Rockford library looking to expand, could leave KDL system

ROCKFORD, Mich. (WOOD) — Several townships and the Rockford city council will meet Wednesday night to discuss the future of the Krause Memorial Library.

Since 1937, the library has been at the corner of S Monroe Street and E Bridge Street. In 1994, voters passed a millage, and the building has been a part of the Kent District Library system since.

“By square footage, it’s the most popular library in all of KDL,” said Cannon Township Supervisor Steve Grimm.

The Krause Memorial Library on Dec. 7, 2021.

The building currently serves people in the city of Rockford, Algoma Township, Courtland Township and Cannon Township. Local leaders say because of its popularity, they’ve been looking at ways to expand the library for the last few years.

“Right now, it’s 9,000 square feet and we did some needs analysis. We think we could grow it up to 27,000 sq feet,” said Algoma Township Supervisor Kevin Green.

Grimm says the Bridge St. building would expand into what is now the back parking lot. He says they approached KDL about expanding but says the district library’s structure does not allot funds for a project like this.

He says to pay for an expansion, all four municipalities would potentially have to establish another tax in addition to the millage people already pay to run the library through KDL.

Local leaders plan to look into their options at a special meeting Wednesday. They say one of the options they’re exploring is breaking away from KDL altogether. They say this would need to be decided before the 20-year millage expires in 2023, but first, they want to provide taxpayers with information about how it would work.

“If the taxpayers wanted, we could have this be a stand-alone library, for a lot less money, but you wouldn’t have the level of service because you don’t have the other libraries you can have access to,” said Grimm.

Grimm says going independent would also mean hiring new staff and buying new books. He says despite discourse on social media, this project has nothing to do with censorship or removing books from the library.

“It is not about control over what people can read. To me families decide what they should or shouldn’t read, not township boards or city councils or even district libraries,” said Grimm.

Local leaders say they’re still in the preliminary discussion phase and the final decision would be up to voters. They say they’re hoping to provide residents an option to save money while still providing the services they depend on.
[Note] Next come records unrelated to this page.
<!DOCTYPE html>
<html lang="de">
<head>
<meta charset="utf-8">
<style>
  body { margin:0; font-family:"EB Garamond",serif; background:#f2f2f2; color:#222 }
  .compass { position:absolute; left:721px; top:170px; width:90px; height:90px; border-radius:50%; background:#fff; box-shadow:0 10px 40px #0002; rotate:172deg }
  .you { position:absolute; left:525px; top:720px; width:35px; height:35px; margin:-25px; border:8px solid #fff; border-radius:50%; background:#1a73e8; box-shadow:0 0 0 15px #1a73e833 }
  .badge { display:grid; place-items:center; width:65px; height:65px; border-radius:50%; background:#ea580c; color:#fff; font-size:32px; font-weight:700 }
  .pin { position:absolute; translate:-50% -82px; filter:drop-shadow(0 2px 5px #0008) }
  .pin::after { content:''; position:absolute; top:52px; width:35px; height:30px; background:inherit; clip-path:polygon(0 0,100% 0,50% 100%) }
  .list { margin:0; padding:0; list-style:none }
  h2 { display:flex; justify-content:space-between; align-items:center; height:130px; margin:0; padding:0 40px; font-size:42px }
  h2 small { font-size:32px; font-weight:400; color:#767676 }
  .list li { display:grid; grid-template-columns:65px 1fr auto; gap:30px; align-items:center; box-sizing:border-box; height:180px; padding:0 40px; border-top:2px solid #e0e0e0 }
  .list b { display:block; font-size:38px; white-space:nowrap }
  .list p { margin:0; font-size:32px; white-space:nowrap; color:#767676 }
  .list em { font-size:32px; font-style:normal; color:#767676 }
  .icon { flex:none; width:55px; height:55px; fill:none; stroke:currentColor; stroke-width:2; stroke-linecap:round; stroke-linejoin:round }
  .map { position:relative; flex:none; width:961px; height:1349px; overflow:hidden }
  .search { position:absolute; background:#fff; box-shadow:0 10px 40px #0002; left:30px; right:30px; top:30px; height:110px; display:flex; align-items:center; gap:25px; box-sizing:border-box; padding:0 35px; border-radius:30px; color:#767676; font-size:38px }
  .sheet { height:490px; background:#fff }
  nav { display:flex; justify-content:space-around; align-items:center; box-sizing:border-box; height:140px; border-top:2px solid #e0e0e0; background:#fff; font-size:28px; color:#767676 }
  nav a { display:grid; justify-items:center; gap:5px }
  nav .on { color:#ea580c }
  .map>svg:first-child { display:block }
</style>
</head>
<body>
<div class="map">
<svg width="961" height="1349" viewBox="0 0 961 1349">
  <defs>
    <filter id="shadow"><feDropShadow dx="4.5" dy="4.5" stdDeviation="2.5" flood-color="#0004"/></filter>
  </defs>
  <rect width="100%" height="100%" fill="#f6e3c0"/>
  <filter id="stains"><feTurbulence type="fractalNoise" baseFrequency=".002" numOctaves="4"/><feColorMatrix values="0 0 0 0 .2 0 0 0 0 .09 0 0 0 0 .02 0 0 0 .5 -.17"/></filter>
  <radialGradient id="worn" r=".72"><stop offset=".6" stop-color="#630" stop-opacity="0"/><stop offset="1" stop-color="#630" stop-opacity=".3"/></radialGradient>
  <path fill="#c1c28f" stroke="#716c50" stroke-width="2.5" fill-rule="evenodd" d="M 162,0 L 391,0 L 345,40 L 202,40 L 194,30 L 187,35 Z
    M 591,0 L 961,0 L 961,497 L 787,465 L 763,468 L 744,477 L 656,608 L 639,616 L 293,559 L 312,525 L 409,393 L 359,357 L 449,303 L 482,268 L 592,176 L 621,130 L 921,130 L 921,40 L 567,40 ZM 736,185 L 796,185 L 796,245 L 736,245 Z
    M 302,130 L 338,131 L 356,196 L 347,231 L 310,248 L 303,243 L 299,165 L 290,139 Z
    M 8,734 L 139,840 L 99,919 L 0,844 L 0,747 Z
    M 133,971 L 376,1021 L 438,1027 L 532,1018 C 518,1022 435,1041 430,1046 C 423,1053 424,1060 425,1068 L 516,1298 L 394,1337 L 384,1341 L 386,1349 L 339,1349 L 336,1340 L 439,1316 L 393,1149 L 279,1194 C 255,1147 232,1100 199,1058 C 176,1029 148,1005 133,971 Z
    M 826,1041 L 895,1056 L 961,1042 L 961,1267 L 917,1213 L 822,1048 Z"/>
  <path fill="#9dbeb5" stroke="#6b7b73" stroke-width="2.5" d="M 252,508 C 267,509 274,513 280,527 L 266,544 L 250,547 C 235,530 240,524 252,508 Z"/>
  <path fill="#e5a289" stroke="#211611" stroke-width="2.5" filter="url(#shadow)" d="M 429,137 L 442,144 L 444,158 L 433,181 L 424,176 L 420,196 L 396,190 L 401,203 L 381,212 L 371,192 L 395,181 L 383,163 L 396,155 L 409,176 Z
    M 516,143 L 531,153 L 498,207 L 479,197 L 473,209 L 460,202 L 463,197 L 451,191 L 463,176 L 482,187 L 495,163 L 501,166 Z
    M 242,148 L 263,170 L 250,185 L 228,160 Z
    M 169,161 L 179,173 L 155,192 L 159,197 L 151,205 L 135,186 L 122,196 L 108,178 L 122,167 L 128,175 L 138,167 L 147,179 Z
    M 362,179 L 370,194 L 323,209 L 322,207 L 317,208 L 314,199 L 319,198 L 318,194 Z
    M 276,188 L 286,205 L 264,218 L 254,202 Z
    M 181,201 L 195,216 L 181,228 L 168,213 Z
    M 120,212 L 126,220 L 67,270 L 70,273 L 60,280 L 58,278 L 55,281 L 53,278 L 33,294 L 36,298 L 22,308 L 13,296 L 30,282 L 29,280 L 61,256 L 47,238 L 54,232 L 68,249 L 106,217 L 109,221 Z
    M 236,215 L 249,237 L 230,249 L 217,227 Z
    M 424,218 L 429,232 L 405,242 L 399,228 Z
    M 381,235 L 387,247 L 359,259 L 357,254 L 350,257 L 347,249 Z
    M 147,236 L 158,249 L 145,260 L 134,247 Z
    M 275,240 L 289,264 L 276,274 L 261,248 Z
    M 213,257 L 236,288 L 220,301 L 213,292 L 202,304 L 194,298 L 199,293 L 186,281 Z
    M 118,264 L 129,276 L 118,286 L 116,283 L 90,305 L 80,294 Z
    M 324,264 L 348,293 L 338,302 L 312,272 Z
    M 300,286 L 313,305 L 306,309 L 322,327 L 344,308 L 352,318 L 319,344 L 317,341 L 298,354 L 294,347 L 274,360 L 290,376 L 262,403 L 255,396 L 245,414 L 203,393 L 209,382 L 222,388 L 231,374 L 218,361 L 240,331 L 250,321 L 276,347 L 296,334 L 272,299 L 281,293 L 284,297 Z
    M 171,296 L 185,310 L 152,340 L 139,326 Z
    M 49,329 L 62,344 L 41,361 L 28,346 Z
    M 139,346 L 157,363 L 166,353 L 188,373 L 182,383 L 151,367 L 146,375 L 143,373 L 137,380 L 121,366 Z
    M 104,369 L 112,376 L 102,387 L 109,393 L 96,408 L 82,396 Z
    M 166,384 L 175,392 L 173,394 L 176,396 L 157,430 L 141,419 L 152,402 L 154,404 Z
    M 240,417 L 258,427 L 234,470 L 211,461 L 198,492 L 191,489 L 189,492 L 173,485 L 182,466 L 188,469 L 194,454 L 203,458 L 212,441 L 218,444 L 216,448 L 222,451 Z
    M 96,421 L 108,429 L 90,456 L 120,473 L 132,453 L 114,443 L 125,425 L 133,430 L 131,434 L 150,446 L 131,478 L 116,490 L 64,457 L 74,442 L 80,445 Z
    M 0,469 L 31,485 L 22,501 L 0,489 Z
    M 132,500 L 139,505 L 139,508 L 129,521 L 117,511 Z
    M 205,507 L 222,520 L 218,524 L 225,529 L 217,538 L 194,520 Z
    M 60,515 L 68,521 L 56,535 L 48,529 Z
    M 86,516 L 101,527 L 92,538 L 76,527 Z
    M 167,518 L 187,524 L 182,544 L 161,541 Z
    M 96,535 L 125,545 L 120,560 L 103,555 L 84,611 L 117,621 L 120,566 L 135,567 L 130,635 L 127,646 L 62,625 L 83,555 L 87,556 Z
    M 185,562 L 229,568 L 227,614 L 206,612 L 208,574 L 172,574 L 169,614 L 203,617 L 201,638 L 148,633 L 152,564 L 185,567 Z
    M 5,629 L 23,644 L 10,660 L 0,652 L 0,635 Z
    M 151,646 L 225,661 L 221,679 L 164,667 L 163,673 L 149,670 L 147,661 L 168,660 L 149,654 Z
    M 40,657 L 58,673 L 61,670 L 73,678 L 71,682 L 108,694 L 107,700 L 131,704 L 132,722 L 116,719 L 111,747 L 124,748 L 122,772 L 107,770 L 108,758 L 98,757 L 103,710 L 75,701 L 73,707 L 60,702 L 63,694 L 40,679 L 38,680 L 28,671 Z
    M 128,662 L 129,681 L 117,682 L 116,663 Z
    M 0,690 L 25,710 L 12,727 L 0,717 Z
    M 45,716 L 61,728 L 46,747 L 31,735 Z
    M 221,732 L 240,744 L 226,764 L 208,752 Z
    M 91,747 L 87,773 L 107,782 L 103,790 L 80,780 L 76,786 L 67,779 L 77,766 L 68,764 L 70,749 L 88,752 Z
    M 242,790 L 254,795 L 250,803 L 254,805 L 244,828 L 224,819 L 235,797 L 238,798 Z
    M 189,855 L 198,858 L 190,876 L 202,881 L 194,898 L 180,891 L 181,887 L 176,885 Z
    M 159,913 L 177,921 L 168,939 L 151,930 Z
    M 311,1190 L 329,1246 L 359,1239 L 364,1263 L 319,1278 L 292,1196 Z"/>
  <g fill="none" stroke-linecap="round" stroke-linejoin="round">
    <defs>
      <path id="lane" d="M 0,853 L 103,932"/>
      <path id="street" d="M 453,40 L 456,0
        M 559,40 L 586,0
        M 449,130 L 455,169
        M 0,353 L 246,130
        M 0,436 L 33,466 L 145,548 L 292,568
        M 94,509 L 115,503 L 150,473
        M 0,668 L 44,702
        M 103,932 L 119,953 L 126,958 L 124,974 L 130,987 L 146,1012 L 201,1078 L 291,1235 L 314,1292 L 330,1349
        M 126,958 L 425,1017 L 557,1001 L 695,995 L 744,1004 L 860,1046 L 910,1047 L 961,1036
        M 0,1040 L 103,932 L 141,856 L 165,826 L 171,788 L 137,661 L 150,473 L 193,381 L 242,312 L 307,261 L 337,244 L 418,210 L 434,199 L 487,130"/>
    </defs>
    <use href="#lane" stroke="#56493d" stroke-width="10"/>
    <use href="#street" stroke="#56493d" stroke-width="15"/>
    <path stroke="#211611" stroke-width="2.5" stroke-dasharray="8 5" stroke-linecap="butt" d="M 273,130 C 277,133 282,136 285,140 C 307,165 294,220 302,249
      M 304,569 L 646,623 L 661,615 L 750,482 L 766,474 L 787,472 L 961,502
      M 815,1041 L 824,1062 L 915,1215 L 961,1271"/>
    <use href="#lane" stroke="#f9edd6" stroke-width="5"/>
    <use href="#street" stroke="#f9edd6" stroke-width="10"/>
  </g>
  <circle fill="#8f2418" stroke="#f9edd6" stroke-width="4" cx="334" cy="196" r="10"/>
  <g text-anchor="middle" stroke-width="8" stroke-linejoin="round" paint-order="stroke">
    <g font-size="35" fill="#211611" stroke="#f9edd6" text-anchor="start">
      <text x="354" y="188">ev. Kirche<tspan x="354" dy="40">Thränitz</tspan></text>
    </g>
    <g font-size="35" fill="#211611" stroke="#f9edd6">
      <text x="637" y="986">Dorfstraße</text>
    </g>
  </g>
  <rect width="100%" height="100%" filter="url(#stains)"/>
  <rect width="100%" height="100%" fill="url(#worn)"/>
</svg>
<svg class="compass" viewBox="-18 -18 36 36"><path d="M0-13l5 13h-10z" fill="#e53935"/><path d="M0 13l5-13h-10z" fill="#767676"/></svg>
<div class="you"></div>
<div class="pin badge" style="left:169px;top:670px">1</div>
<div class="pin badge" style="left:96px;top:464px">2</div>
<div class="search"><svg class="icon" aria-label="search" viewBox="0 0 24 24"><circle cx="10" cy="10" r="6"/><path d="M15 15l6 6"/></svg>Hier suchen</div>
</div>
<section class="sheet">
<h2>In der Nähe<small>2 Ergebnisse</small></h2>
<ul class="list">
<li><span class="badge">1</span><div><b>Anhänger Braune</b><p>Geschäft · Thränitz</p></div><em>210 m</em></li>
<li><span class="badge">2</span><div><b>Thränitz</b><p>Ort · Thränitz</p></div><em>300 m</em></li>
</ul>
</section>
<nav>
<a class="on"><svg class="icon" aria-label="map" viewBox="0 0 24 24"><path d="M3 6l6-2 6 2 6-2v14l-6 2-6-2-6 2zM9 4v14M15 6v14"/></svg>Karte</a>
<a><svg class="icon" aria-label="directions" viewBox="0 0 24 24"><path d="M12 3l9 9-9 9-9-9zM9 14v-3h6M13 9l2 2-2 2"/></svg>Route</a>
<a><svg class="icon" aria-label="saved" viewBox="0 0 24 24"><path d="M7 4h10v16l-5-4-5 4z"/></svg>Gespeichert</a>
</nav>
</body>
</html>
“We’re not sure what this is going to look like but it’s our job to be good stewards of the taxpayer’s dollar,” said Green. “People are hurting as we all know. So, if you save $100 on your tax bill for example or whatever the number becomes, it all adds up.”

The special meeting will be held at 7 p.m. at East Middle School. It will be in person and open to the public.

—Correction: A previous version of this article reported the wrong day the meeting will happen. We regret the error, which has been fixed.